The answer must repeat every record exactly, with all pictures omitted.

[Dataset entries]
■ ■ ■ ■ ■ ■ ■

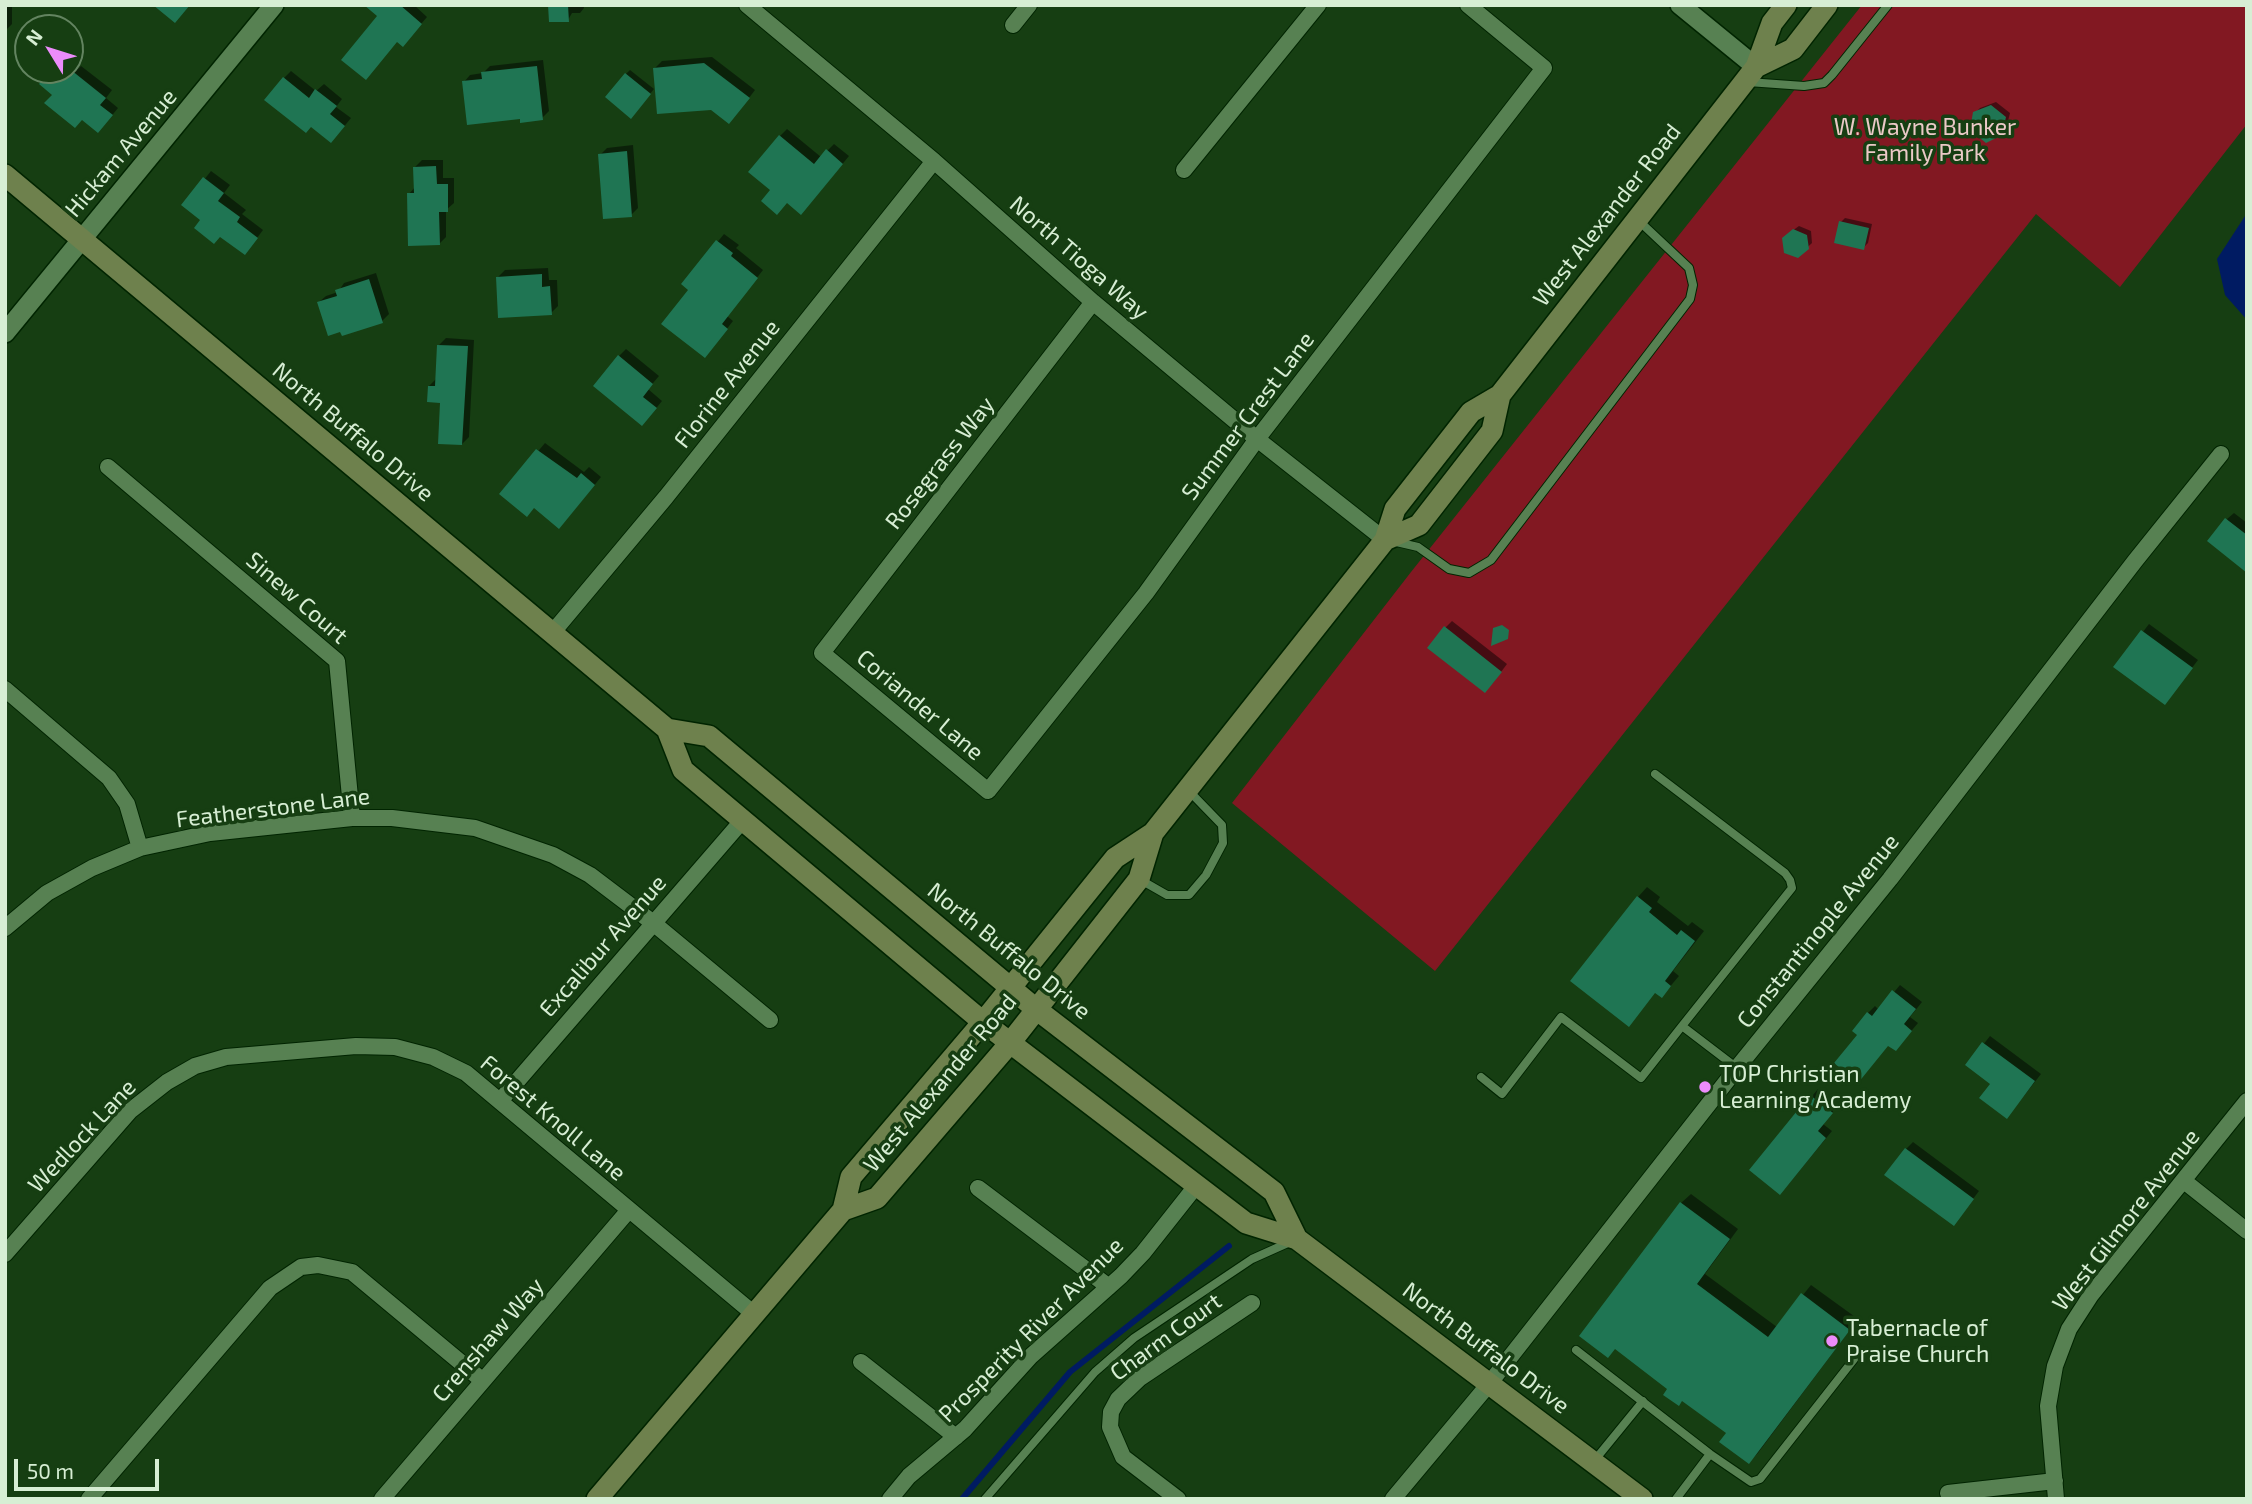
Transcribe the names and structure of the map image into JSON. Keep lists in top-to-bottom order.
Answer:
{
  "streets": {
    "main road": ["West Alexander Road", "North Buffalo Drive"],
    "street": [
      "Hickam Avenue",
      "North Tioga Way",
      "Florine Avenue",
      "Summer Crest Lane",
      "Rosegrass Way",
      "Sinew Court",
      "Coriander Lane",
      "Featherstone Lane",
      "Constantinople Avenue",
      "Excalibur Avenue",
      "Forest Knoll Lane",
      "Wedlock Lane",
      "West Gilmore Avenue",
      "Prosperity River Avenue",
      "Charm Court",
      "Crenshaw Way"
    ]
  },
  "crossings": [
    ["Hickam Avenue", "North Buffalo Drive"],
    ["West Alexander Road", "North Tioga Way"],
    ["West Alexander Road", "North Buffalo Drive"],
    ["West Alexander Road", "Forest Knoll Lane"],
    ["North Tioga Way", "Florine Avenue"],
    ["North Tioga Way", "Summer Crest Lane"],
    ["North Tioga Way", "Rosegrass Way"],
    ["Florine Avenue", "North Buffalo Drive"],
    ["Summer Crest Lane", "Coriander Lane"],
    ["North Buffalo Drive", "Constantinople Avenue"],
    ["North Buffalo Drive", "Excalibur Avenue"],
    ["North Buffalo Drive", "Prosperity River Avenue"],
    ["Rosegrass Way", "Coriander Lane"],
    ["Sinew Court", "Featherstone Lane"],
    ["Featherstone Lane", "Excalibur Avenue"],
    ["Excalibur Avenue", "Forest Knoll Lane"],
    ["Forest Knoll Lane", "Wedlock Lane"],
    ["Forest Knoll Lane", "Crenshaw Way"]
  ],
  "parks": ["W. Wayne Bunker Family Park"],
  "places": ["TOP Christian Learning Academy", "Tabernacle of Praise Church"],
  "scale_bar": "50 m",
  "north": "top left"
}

■ ■ ■ ■ ■ ■ ■

§ **Expected answer**
Transcribe the names and structure of the map image into JSON. Keep lists in top-to-bottom order.
Answer:
{
  "streets": {
    "main road": ["West Alexander Road", "North Buffalo Drive"],
    "street": [
      "Hickam Avenue",
      "North Tioga Way",
      "Florine Avenue",
      "Summer Crest Lane",
      "Rosegrass Way",
      "Sinew Court",
      "Coriander Lane",
      "Featherstone Lane",
      "Constantinople Avenue",
      "Excalibur Avenue",
      "Forest Knoll Lane",
      "Wedlock Lane",
      "West Gilmore Avenue",
      "Prosperity River Avenue",
      "Charm Court",
      "Crenshaw Way"
    ]
  },
  "crossings": [
    ["Hickam Avenue", "North Buffalo Drive"],
    ["West Alexander Road", "North Tioga Way"],
    ["West Alexander Road", "North Buffalo Drive"],
    ["West Alexander Road", "Forest Knoll Lane"],
    ["North Tioga Way", "Florine Avenue"],
    ["North Tioga Way", "Summer Crest Lane"],
    ["North Tioga Way", "Rosegrass Way"],
    ["Florine Avenue", "North Buffalo Drive"],
    ["Summer Crest Lane", "Coriander Lane"],
    ["North Buffalo Drive", "Constantinople Avenue"],
    ["North Buffalo Drive", "Excalibur Avenue"],
    ["North Buffalo Drive", "Prosperity River Avenue"],
    ["Rosegrass Way", "Coriander Lane"],
    ["Sinew Court", "Featherstone Lane"],
    ["Featherstone Lane", "Excalibur Avenue"],
    ["Excalibur Avenue", "Forest Knoll Lane"],
    ["Forest Knoll Lane", "Wedlock Lane"],
    ["Forest Knoll Lane", "Crenshaw Way"]
  ],
  "parks": ["W. Wayne Bunker Family Park"],
  "places": ["TOP Christian Learning Academy", "Tabernacle of Praise Church"],
  "scale_bar": "50 m",
  "north": "top left"
}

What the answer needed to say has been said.